• [Problem description]
Everything from the line containing "M578 372 644" through the line containing "M952 2104 996 2109 1072 2106 1182 2122" should be repeated exactly, and nothing else from the data.
[Start of Attachment]
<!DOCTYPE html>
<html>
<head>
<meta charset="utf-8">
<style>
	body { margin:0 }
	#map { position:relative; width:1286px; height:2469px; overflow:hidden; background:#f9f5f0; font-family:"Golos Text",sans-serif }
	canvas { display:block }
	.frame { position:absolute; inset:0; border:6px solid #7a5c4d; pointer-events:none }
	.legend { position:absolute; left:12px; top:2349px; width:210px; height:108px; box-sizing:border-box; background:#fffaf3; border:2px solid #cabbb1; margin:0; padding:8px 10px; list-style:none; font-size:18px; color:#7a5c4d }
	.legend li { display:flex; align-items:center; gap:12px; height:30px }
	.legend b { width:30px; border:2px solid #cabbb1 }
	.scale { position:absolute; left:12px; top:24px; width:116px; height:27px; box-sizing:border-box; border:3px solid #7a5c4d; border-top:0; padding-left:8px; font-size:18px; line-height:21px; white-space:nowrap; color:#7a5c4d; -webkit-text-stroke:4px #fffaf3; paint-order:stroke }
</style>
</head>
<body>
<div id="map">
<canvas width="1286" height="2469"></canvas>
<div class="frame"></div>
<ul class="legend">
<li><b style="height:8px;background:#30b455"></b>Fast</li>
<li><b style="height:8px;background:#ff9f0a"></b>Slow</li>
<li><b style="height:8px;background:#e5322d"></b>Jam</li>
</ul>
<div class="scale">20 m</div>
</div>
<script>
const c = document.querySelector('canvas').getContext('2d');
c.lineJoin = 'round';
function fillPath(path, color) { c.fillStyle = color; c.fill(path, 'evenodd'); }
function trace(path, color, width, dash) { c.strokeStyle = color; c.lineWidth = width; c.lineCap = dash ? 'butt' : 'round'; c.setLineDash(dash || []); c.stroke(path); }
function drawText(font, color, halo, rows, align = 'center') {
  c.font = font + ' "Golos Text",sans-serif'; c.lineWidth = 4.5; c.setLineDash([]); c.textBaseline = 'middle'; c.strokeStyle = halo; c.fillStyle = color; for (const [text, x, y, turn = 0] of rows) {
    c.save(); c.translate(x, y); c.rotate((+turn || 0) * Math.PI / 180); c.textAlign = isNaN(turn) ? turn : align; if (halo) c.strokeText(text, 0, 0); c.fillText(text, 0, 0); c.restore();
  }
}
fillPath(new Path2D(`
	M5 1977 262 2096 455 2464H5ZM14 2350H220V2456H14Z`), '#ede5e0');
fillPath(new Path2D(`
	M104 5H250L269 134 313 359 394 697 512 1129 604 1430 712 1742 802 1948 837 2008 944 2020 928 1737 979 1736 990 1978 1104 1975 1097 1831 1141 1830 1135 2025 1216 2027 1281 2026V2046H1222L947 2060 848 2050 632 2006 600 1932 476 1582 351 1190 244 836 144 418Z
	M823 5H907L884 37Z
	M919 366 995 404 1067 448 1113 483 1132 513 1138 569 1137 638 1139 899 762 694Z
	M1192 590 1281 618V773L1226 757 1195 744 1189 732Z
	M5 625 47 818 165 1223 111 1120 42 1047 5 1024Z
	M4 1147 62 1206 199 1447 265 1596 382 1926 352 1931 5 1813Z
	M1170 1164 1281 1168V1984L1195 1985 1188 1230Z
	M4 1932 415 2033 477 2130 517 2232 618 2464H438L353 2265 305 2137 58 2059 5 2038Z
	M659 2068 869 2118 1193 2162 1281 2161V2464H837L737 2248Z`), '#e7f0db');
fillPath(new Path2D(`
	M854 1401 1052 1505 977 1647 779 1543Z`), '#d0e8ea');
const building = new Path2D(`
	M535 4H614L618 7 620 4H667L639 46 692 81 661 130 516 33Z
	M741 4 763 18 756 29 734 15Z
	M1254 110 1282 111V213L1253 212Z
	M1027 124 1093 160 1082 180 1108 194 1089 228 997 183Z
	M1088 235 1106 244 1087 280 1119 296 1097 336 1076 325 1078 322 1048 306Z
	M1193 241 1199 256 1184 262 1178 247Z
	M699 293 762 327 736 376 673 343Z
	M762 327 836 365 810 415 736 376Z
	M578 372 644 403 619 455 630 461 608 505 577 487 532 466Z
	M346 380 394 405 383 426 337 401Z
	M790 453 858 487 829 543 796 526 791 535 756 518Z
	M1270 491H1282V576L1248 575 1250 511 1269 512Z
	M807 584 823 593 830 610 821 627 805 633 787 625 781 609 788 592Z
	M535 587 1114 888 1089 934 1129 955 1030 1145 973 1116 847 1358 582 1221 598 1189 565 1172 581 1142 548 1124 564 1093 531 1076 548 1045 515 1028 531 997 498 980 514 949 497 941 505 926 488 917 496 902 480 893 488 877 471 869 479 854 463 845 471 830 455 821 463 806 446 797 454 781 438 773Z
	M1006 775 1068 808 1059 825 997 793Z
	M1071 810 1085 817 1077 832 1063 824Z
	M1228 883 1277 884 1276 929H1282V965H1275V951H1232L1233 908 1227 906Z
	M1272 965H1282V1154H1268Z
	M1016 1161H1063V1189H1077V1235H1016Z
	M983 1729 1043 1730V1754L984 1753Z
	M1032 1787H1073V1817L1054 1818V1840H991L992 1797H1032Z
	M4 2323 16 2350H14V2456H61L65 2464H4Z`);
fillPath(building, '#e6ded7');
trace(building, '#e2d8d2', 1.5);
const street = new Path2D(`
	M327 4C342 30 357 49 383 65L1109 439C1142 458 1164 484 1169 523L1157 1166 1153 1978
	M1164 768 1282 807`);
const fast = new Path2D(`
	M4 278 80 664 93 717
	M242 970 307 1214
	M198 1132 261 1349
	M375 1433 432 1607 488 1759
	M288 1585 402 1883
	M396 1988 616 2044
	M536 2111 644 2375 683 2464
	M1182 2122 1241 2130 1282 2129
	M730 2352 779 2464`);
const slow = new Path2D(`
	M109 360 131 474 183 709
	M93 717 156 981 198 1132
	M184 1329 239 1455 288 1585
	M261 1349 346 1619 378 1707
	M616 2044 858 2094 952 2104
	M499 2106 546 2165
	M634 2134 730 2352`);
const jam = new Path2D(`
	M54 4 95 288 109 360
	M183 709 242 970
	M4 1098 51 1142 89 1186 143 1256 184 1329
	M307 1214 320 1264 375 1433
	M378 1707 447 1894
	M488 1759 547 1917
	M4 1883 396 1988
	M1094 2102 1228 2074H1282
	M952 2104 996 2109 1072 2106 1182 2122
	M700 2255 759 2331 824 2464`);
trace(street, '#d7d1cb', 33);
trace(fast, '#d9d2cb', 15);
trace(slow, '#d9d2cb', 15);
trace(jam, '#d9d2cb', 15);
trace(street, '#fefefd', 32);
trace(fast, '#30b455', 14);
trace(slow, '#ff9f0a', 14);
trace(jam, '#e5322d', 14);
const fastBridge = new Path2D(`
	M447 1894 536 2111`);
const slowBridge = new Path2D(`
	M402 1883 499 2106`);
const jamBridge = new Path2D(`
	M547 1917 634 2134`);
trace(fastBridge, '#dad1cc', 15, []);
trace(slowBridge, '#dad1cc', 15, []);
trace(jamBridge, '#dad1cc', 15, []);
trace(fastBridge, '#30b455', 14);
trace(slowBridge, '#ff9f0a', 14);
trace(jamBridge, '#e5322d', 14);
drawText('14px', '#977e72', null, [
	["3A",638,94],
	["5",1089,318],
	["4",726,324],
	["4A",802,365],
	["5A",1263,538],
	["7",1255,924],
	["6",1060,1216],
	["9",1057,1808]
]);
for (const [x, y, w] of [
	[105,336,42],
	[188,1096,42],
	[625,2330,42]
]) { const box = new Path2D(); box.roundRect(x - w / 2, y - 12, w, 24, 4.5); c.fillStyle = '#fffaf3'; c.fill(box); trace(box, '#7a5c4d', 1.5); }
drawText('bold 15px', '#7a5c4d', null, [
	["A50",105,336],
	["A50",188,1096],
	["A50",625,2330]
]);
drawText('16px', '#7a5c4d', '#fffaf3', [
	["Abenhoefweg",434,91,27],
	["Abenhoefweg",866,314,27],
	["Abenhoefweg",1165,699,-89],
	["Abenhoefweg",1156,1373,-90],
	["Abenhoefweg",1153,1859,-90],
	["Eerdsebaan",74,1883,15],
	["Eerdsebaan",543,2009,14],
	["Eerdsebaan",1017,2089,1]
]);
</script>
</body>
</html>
[End of Attachment]
• [The completed task]
	M578 372 644 403 619 455 630 461 608 505 577 487 532 466Z
	M346 380 394 405 383 426 337 401Z
	M790 453 858 487 829 543 796 526 791 535 756 518Z
	M1270 491H1282V576L1248 575 1250 511 1269 512Z
	M807 584 823 593 830 610 821 627 805 633 787 625 781 609 788 592Z
	M535 587 1114 888 1089 934 1129 955 1030 1145 973 1116 847 1358 582 1221 598 1189 565 1172 581 1142 548 1124 564 1093 531 1076 548 1045 515 1028 531 997 498 980 514 949 497 941 505 926 488 917 496 902 480 893 488 877 471 869 479 854 463 845 471 830 455 821 463 806 446 797 454 781 438 773Z
	M1006 775 1068 808 1059 825 997 793Z
	M1071 810 1085 817 1077 832 1063 824Z
	M1228 883 1277 884 1276 929H1282V965H1275V951H1232L1233 908 1227 906Z
	M1272 965H1282V1154H1268Z
	M1016 1161H1063V1189H1077V1235H1016Z
	M983 1729 1043 1730V1754L984 1753Z
	M1032 1787H1073V1817L1054 1818V1840H991L992 1797H1032Z
	M4 2323 16 2350H14V2456H61L65 2464H4Z`);
fillPath(building, '#e6ded7');
trace(building, '#e2d8d2', 1.5);
const street = new Path2D(`
	M327 4C342 30 357 49 383 65L1109 439C1142 458 1164 484 1169 523L1157 1166 1153 1978
	M1164 768 1282 807`);
const fast = new Path2D(`
	M4 278 80 664 93 717
	M242 970 307 1214
	M198 1132 261 1349
	M375 1433 432 1607 488 1759
	M288 1585 402 1883
	M396 1988 616 2044
	M536 2111 644 2375 683 2464
	M1182 2122 1241 2130 1282 2129
	M730 2352 779 2464`);
const slow = new Path2D(`
	M109 360 131 474 183 709
	M93 717 156 981 198 1132
	M184 1329 239 1455 288 1585
	M261 1349 346 1619 378 1707
	M616 2044 858 2094 952 2104
	M499 2106 546 2165
	M634 2134 730 2352`);
const jam = new Path2D(`
	M54 4 95 288 109 360
	M183 709 242 970
	M4 1098 51 1142 89 1186 143 1256 184 1329
	M307 1214 320 1264 375 1433
	M378 1707 447 1894
	M488 1759 547 1917
	M4 1883 396 1988
	M1094 2102 1228 2074H1282
	M952 2104 996 2109 1072 2106 1182 2122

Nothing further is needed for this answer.